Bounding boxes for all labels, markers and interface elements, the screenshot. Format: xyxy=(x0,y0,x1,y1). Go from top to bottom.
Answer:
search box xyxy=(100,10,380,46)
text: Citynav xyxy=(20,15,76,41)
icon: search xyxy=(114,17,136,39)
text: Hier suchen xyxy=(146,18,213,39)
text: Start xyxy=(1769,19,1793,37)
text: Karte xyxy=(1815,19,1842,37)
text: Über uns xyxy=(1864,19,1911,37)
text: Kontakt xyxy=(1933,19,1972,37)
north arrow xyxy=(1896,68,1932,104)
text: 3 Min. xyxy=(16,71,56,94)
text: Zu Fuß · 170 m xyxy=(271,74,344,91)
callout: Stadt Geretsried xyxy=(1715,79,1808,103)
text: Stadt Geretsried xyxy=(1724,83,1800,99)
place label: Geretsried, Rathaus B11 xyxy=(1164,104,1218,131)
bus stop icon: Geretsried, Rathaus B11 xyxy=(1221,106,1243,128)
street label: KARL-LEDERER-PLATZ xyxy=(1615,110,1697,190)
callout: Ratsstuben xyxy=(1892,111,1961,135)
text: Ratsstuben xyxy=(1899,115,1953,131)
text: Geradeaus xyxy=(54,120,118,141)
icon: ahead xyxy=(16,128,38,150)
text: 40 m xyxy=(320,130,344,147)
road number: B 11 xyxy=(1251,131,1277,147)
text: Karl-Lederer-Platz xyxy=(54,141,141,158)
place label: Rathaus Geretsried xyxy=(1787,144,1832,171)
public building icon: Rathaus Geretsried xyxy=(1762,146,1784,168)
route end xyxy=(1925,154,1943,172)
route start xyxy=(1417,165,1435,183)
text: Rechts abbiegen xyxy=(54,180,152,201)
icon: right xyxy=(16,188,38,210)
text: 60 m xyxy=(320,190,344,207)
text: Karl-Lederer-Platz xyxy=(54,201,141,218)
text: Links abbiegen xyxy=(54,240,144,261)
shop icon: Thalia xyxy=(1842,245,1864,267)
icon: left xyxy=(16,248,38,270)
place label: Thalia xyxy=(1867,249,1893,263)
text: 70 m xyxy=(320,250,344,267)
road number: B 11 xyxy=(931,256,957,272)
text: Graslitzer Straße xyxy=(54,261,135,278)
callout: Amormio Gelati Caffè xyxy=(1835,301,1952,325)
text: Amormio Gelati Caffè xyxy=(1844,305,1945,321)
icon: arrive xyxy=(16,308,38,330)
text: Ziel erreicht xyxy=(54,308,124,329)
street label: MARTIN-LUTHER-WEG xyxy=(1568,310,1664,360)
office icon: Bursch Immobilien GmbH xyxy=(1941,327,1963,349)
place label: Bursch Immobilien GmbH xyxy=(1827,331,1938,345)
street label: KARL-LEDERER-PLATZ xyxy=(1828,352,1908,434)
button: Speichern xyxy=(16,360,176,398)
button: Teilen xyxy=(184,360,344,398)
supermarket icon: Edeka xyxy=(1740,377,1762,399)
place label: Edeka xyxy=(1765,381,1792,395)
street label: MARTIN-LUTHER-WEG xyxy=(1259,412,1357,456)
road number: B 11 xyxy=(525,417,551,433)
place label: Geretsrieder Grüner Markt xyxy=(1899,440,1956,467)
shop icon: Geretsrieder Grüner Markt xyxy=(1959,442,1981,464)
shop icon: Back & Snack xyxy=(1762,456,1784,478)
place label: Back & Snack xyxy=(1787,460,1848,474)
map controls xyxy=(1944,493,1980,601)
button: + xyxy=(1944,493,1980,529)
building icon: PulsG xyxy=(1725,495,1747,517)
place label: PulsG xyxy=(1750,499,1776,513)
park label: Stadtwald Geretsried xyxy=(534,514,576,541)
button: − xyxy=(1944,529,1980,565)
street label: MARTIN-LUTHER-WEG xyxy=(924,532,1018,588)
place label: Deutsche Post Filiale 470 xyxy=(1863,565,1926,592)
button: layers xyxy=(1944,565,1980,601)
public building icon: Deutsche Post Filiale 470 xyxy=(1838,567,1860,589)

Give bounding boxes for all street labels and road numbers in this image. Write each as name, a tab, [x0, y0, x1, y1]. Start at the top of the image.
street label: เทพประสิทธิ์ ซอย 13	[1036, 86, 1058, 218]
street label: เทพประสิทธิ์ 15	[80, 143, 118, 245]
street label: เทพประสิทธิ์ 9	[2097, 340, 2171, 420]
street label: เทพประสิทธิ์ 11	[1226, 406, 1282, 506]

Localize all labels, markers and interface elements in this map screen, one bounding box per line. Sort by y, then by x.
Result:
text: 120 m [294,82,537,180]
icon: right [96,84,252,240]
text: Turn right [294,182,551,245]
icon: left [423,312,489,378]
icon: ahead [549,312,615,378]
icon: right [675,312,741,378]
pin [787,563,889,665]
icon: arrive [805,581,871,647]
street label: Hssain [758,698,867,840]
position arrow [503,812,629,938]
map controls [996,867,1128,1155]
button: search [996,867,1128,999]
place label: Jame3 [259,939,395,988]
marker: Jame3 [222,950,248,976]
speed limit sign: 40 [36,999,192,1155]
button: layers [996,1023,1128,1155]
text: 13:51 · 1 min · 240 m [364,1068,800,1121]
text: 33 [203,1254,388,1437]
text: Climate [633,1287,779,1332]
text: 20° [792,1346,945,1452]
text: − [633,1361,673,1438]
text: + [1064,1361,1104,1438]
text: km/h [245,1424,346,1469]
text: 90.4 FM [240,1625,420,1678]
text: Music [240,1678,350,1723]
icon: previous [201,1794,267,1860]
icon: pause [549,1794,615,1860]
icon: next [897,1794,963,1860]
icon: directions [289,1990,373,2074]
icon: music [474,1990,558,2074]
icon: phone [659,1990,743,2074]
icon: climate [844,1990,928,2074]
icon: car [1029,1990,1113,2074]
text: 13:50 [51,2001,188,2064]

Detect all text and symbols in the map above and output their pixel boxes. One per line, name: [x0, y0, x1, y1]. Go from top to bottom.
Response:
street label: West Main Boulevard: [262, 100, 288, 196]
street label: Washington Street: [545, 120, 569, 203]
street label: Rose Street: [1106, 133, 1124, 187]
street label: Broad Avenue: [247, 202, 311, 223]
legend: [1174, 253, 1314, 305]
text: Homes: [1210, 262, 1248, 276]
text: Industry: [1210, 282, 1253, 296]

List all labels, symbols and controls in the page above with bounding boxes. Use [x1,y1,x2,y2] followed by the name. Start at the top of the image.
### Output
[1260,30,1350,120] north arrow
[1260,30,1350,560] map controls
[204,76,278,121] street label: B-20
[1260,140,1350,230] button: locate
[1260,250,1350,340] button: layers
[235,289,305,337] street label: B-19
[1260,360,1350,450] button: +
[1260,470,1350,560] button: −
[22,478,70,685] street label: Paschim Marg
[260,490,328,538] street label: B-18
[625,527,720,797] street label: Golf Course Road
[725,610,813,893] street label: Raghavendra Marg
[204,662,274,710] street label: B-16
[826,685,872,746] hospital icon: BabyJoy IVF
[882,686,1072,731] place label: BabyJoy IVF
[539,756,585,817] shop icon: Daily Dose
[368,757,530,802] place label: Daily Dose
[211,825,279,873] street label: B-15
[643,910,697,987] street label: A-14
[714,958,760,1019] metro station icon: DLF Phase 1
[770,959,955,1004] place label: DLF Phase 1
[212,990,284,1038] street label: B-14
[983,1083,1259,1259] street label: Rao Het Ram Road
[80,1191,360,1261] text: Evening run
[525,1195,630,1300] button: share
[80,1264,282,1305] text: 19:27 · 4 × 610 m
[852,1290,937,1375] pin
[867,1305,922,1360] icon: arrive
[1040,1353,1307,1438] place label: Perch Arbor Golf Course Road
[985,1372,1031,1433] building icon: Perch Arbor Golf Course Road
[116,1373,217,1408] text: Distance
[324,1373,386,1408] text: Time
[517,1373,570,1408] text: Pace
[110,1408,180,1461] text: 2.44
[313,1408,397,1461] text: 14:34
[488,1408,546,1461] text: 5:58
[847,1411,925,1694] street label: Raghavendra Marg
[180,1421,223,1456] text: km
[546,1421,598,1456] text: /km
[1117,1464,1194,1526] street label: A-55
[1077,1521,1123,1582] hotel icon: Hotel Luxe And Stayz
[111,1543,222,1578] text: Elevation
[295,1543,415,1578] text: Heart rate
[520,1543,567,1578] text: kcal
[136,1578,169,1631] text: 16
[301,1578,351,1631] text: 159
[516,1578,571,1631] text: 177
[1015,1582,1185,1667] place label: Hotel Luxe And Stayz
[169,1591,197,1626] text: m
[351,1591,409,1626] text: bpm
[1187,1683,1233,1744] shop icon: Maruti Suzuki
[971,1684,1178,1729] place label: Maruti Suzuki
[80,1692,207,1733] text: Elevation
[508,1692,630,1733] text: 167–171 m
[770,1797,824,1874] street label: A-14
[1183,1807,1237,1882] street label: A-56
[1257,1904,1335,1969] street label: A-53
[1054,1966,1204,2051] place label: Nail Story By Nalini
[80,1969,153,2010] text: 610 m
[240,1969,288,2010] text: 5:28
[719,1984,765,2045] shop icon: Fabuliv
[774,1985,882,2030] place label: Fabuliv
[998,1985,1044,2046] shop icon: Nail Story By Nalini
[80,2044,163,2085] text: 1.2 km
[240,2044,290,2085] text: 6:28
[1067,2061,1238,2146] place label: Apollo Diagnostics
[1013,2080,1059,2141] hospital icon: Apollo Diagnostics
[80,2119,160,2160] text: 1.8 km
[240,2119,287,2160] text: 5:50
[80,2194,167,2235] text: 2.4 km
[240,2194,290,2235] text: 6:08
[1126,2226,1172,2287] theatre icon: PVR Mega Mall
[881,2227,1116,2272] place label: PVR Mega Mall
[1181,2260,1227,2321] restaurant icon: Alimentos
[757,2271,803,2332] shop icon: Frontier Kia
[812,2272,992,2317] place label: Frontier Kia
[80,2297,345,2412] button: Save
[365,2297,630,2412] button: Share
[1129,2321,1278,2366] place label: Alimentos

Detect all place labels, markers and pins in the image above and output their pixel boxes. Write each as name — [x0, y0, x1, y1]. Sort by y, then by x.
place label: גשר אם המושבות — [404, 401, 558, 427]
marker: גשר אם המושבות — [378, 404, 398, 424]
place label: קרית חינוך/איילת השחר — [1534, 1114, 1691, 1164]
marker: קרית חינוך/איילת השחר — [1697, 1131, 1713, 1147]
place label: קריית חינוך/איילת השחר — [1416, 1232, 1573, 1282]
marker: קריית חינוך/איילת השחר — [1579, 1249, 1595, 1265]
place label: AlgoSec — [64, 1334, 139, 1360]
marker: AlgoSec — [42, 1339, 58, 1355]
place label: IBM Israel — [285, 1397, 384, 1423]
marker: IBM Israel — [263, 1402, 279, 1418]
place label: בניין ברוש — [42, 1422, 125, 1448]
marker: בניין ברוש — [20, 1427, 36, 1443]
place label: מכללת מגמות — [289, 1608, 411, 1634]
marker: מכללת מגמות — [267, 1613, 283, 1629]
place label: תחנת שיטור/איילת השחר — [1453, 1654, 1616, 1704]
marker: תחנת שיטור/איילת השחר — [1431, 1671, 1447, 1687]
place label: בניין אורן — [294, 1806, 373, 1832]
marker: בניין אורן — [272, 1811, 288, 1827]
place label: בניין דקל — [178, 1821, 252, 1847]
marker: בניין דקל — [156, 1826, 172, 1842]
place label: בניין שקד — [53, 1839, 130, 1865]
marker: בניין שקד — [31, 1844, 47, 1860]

•••

### What the task requires
Locate all lines in the listing above with the word "labels". Copy them.

### Answer area
Bounding boxes for all labels, markers and interface elements, the screenshot. Format: xyxy=(x0,y0,x1,y1). Go from top to bottom.
Give bounding boxes for all street labels and road numbers in this image. Write each as name, a tab, [x0, y0, x1, y1]. Start at the top of the image.
Localize all labels, markers and interface elements in this map screen, one bounding box per line. Sort by y, then by x.
List all labels, symbols and controls in the page above with bounding boxes. Use [x1,y1,x2,y2] followed by the name. Start at the top of the image.
Detect all place labels, markers and pins in the image above and output their pixel boxes. Write each as name — [x0, y0, x1, y1]. Sort by y, then by x.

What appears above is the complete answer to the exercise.